### WHAT YOU NEED TO DO
Where a line below includes the word "lines", copy that line.
### SUPPLIED ENTRIES
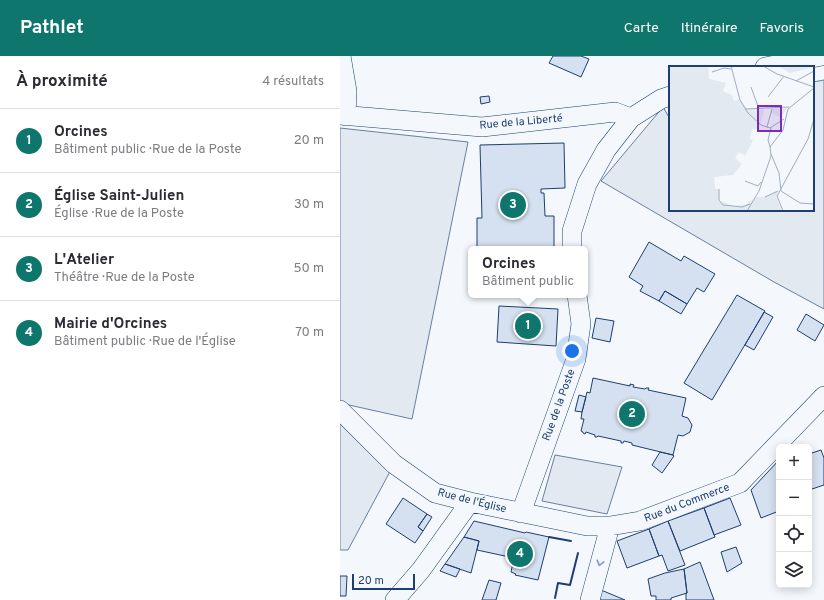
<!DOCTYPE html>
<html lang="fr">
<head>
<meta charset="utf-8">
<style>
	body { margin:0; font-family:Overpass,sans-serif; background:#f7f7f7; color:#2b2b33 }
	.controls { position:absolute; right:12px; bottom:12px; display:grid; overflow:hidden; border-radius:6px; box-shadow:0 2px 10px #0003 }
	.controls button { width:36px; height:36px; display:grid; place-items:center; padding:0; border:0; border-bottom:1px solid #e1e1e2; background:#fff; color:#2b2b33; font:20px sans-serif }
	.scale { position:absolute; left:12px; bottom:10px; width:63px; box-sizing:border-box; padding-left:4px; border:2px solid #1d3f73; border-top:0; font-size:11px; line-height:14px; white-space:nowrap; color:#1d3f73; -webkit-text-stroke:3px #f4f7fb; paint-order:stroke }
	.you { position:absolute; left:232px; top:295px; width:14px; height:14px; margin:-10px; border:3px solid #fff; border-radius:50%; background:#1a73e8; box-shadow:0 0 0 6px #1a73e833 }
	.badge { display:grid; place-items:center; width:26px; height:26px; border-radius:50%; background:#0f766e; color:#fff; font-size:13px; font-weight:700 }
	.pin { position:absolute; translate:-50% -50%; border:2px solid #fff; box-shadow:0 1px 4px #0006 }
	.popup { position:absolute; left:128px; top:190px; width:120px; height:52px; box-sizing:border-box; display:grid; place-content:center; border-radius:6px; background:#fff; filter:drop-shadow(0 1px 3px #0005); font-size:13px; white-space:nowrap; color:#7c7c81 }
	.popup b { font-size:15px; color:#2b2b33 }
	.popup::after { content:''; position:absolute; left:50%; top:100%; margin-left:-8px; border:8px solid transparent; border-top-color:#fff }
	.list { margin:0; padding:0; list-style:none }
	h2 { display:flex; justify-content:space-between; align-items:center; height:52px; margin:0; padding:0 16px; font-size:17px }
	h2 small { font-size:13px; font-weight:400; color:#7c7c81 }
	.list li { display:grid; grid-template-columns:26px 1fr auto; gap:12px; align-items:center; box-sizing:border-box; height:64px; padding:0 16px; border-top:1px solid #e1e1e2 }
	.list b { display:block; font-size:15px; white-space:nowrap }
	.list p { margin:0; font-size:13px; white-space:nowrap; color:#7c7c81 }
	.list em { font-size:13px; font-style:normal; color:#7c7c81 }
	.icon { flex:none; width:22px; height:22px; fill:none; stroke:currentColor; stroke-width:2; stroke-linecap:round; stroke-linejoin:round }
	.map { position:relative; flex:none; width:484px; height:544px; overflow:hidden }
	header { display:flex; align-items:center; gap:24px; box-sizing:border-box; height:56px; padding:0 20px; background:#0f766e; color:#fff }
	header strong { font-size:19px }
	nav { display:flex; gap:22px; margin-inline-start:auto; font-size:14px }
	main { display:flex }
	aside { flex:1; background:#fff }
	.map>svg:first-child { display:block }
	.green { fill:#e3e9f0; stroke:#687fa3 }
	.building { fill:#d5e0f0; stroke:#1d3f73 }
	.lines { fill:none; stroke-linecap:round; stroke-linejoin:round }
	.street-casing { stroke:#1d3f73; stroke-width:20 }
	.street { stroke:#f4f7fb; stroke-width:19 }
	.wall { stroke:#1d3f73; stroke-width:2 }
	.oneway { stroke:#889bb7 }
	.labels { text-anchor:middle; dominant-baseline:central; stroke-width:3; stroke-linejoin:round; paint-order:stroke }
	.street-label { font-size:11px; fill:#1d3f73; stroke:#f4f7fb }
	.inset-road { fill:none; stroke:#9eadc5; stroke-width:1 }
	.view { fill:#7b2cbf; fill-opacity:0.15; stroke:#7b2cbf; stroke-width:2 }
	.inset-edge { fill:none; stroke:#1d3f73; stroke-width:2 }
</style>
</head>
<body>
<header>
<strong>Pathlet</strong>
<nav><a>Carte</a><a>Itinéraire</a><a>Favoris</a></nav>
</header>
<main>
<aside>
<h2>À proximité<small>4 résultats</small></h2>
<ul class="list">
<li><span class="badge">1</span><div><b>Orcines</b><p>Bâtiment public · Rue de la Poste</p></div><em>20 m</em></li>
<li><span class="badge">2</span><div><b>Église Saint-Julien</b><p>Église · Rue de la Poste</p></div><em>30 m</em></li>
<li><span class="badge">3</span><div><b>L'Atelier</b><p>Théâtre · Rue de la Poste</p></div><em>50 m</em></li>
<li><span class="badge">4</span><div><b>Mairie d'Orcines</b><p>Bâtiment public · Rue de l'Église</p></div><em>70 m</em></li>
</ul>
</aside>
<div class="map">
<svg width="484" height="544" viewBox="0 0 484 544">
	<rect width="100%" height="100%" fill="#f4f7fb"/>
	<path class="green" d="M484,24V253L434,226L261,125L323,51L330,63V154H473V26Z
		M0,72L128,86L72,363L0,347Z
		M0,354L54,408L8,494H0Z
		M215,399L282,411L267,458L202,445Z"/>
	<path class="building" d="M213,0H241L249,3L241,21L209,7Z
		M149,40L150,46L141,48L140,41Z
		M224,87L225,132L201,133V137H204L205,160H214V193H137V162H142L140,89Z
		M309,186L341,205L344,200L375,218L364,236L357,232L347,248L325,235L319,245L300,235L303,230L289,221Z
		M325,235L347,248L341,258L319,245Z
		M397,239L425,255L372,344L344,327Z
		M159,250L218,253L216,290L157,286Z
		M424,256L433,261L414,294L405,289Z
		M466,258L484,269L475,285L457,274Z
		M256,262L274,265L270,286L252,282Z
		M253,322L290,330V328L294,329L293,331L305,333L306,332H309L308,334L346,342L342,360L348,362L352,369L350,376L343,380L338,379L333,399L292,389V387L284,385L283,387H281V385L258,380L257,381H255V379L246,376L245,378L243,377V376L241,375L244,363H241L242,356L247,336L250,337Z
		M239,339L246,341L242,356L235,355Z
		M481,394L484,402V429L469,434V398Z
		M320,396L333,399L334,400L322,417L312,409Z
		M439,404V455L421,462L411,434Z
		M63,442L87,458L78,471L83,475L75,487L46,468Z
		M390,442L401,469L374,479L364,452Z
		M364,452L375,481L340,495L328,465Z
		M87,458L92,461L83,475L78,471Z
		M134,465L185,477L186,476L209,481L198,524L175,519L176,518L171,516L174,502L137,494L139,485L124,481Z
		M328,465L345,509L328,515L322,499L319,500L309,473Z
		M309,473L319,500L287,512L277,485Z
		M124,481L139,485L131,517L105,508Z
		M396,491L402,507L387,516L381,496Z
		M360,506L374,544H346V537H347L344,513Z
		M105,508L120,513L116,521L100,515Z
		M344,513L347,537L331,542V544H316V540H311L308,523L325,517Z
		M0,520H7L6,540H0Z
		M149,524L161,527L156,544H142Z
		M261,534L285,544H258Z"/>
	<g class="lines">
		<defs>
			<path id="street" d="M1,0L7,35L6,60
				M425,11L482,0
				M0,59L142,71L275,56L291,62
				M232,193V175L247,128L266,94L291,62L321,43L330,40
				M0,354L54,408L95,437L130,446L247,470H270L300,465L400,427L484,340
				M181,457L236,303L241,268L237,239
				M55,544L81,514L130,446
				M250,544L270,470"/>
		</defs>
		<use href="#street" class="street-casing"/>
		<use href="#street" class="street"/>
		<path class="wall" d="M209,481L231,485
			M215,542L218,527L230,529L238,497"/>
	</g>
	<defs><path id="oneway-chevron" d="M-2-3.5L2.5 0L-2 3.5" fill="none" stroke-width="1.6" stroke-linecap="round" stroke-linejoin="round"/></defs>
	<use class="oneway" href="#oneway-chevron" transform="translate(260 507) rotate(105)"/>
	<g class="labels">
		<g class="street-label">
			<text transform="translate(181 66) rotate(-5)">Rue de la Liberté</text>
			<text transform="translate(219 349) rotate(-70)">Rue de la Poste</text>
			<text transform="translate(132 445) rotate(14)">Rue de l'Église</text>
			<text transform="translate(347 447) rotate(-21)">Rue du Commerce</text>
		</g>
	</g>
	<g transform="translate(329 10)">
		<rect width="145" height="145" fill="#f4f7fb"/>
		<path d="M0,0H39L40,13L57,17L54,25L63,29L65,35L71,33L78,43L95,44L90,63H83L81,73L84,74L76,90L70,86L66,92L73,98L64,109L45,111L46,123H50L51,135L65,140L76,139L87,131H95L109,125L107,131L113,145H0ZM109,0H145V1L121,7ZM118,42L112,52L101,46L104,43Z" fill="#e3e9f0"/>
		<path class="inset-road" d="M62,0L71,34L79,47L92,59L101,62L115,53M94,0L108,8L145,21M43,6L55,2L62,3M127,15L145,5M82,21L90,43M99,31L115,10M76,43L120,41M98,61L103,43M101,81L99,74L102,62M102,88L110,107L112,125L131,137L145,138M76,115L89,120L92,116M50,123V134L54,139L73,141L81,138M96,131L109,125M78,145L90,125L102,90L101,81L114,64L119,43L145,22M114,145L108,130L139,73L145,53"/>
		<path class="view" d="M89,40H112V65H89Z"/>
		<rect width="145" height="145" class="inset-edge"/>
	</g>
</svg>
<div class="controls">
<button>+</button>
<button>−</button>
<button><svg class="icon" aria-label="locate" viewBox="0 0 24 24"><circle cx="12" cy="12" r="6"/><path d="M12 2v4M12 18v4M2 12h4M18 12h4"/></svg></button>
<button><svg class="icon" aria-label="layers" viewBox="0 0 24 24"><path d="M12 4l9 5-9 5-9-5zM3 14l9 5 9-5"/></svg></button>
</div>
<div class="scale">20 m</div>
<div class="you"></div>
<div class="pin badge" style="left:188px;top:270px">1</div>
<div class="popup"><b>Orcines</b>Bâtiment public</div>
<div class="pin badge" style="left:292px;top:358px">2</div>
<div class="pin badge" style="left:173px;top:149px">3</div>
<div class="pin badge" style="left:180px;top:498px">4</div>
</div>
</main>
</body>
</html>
######
### TASK RESULT
	.lines { fill:none; stroke-linecap:round; stroke-linejoin:round }
	<g class="lines">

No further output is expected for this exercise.